The standard LayerNormGrad computes gradients using intermediate arrays A, B, and C: A = dY * (X - mean) * inv_std_var, B = dY * scale * inv_std_var, C = B * (X - mean) * inv_std_var. The input gradient is dX = B - mean(B) - (X - mean) * inv_std_var * mean(C). Scale gradient is d_scale = sum(A) and bias gradient is d_bias = sum(dY). The simplified variant omits the mean subtraction and bias gradient. The invertible variant recovers X from the forward output Y using (Y - bias) / scale.
Usage
These kernels are invoked during the backward pass of layer normalization operations.

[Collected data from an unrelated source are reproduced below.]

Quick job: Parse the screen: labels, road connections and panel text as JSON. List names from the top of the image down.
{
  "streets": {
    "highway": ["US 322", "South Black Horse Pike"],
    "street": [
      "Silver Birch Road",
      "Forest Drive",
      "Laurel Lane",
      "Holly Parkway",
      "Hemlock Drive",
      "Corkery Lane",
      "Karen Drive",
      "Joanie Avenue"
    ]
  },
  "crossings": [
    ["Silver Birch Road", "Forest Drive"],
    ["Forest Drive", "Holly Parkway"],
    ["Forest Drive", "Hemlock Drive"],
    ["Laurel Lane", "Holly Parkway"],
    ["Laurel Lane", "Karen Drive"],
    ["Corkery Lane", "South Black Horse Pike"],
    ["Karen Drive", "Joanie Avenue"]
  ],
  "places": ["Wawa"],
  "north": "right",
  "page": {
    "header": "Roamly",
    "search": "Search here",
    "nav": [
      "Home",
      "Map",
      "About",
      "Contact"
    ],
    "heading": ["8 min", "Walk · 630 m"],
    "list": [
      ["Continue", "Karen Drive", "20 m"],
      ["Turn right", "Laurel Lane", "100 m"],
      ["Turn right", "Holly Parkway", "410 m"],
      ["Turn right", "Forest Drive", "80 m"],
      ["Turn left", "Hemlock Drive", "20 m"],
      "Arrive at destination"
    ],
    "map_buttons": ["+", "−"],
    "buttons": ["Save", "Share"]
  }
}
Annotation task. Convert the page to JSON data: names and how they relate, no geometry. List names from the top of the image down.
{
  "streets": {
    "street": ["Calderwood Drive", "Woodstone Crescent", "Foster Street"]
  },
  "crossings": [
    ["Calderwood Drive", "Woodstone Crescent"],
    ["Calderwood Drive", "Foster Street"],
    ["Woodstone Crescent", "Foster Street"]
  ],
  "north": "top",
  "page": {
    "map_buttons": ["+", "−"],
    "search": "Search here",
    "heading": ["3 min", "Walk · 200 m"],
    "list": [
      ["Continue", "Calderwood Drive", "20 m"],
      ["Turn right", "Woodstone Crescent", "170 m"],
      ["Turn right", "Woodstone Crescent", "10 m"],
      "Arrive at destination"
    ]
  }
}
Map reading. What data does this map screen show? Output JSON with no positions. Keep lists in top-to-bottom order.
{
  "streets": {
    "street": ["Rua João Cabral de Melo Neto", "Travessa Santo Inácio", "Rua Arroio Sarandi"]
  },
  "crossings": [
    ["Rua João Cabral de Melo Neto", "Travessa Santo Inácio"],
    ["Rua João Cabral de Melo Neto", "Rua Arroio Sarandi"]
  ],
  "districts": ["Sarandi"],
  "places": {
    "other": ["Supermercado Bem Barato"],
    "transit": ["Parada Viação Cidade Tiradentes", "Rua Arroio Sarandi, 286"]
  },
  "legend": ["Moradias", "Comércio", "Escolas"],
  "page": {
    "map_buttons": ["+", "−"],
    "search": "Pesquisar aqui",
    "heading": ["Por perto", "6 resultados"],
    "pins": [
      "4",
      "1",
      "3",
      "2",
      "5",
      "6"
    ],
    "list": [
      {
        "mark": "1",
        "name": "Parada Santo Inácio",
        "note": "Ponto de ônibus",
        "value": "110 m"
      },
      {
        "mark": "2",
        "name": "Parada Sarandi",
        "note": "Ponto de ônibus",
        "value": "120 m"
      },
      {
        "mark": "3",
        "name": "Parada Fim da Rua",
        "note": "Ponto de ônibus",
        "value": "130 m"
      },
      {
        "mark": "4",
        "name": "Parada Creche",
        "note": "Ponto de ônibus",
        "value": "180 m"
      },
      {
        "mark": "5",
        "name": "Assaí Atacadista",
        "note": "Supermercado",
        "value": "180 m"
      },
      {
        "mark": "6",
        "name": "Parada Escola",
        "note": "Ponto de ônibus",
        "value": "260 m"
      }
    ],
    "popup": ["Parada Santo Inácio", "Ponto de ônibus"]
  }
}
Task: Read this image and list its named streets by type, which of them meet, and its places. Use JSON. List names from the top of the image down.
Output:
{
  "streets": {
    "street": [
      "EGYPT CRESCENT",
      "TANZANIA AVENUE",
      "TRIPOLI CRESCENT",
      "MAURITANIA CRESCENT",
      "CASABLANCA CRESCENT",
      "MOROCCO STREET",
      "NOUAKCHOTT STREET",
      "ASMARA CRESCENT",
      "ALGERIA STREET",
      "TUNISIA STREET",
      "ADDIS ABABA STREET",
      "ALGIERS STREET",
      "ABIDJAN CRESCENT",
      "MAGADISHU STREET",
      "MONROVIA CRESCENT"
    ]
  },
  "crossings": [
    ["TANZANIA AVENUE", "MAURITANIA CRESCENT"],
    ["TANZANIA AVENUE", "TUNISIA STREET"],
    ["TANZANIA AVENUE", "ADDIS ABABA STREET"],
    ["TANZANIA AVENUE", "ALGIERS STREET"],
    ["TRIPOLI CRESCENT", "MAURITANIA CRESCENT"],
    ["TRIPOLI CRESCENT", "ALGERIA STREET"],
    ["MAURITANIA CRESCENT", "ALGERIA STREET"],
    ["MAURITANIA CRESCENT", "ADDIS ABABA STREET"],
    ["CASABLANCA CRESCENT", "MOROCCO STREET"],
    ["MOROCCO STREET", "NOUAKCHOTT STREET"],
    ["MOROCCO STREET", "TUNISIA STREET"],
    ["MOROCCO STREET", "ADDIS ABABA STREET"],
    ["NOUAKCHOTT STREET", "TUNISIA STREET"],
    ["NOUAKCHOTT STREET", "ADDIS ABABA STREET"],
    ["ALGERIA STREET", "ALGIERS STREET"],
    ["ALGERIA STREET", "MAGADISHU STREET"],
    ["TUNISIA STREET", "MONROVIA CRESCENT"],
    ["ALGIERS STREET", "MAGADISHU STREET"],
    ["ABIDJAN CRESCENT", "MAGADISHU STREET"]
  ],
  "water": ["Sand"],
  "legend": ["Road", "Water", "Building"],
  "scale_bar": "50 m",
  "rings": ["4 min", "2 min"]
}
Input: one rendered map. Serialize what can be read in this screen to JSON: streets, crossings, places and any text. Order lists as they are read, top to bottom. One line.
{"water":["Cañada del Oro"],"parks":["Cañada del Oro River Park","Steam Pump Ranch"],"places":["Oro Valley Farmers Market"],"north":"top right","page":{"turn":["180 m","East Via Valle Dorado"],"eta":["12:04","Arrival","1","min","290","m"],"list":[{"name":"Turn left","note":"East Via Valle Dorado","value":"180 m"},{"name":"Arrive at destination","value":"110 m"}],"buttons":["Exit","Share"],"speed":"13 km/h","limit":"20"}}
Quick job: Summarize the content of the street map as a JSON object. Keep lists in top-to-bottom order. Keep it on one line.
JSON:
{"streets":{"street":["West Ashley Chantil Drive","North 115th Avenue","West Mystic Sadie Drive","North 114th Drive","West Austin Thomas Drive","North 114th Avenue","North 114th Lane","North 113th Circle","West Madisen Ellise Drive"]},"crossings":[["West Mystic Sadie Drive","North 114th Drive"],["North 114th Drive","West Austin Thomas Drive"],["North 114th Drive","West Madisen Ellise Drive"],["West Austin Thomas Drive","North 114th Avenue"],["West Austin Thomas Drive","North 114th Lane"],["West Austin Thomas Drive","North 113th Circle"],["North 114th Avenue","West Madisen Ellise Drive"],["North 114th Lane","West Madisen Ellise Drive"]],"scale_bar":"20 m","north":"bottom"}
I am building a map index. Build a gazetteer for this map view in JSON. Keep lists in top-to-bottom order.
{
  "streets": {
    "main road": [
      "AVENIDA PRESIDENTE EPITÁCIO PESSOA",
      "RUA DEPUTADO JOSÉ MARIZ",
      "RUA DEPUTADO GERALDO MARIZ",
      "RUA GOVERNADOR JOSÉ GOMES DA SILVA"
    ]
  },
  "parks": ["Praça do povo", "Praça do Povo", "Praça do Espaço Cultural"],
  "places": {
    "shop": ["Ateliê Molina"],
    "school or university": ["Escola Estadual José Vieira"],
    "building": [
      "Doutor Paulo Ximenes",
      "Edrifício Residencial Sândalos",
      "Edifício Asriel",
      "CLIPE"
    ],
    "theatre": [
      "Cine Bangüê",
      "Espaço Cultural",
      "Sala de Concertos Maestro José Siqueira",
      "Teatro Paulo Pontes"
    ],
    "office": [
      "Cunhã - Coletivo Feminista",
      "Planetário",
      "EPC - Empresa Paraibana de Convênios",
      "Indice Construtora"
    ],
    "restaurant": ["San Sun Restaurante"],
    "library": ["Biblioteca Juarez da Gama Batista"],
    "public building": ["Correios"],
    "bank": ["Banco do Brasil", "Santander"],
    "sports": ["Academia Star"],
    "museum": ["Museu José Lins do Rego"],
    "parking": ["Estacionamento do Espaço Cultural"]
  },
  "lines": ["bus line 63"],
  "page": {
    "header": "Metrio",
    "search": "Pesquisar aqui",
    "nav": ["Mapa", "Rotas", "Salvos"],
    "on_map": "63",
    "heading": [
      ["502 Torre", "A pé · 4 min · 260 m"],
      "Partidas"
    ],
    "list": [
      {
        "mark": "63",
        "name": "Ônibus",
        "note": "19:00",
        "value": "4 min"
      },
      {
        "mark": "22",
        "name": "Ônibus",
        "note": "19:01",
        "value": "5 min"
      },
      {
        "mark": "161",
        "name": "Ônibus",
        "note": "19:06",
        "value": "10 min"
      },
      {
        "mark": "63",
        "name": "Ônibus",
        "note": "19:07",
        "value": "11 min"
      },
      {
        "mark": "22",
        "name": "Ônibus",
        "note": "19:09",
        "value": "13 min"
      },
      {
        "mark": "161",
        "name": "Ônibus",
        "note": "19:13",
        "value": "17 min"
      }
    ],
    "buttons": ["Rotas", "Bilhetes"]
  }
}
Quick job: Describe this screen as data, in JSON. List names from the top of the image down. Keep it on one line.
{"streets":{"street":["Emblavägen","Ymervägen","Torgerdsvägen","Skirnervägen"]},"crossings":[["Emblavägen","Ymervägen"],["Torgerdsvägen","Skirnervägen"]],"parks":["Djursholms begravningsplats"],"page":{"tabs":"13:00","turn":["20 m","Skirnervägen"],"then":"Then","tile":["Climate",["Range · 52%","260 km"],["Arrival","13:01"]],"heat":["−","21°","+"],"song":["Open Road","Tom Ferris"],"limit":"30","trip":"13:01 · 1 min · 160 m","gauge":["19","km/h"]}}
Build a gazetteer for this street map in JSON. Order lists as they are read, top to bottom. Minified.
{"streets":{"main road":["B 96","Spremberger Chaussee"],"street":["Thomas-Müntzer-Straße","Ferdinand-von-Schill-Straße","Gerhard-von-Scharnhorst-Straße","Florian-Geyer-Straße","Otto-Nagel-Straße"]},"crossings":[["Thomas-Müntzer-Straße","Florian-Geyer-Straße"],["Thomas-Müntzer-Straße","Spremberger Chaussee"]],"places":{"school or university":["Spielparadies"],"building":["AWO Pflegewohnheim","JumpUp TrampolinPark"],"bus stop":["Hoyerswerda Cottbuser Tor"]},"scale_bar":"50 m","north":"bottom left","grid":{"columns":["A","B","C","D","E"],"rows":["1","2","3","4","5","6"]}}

They are commonly used in transformer architectures for training.
Code Reference
Source Location
- Repository: Microsoft_Onnxruntime
- File: orttraining/orttraining/training_ops/cpu/nn/layer_norm.cc
- Lines: 1-199
Signature
template <typename T, bool simplified>
LayerNormGrad<T, simplified>::LayerNormGrad(const OpKernelInfo& op_kernel_info);
template <typename T, bool simplified>
Status LayerNormGrad<T, simplified>::Compute(OpKernelContext* op_kernel_context) const;
template <typename T>
InvertibleLayerNormGrad<T>::InvertibleLayerNormGrad(const OpKernelInfo& op_kernel_info);
template <typename T>
Status InvertibleLayerNormGrad<T>::Compute(OpKernelContext* op_kernel_context) const;
Import
#include "orttraining/orttraining/training_ops/cpu/nn/layer_norm.h"
I/O Contract
Inputs (LayerNormGrad)
| Name | Type | Required | Description |
|---|---|---|---|
| Y_grad | Tensor(T) | Yes | Upstream gradient [N, M] |
| X | Tensor(T) | Yes | Input tensor from forward [N, M] |
| scale | Tensor(T) | Yes | Scale parameter [M] |
| mean | Tensor(float) | Yes (std) / No (simplified) | Saved mean [N] |
| inv_std_var | Tensor(float) | Yes | Saved inverse standard deviation [N] |
Outputs (LayerNormGrad)
| Name | Type | Description |
|---|---|---|
| X_grad | Tensor(T) | Gradient w.r.t. input X |
| scale_grad | Tensor(T) | Gradient w.r.t. scale |
| bias_grad | Tensor(T) | Gradient w.r.t. bias (not produced in simplified mode) |
Inputs (InvertibleLayerNormGrad)
| Name | Type | Required | Description |
|---|---|---|---|
| Y_grad | Tensor(T) | Yes | Upstream gradient |
| Y | Tensor(T) | Yes | Output from forward pass |
| scale | Tensor(T) | Yes | Scale parameter |
| bias | Tensor(T) | Yes | Bias parameter |
| inv_std_var | Tensor(float) | Yes | Saved inverse standard deviation |
Outputs (InvertibleLayerNormGrad)
| Name | Type | Description |
|---|---|---|
| X_grad | Tensor(T) | Gradient w.r.t. input X |
| scale_grad | Tensor(T) | Gradient w.r.t. scale |
| bias_grad | Tensor(T) | Gradient w.r.t. bias |
Usage Examples
ONNX_OPERATOR_TYPED_KERNEL_EX(
LayerNormalizationGrad, kMSDomain, 1, float, kCpuExecutionProvider,
KernelDefBuilder()
.TypeConstraint("T", DataTypeImpl::GetTensorType<float>())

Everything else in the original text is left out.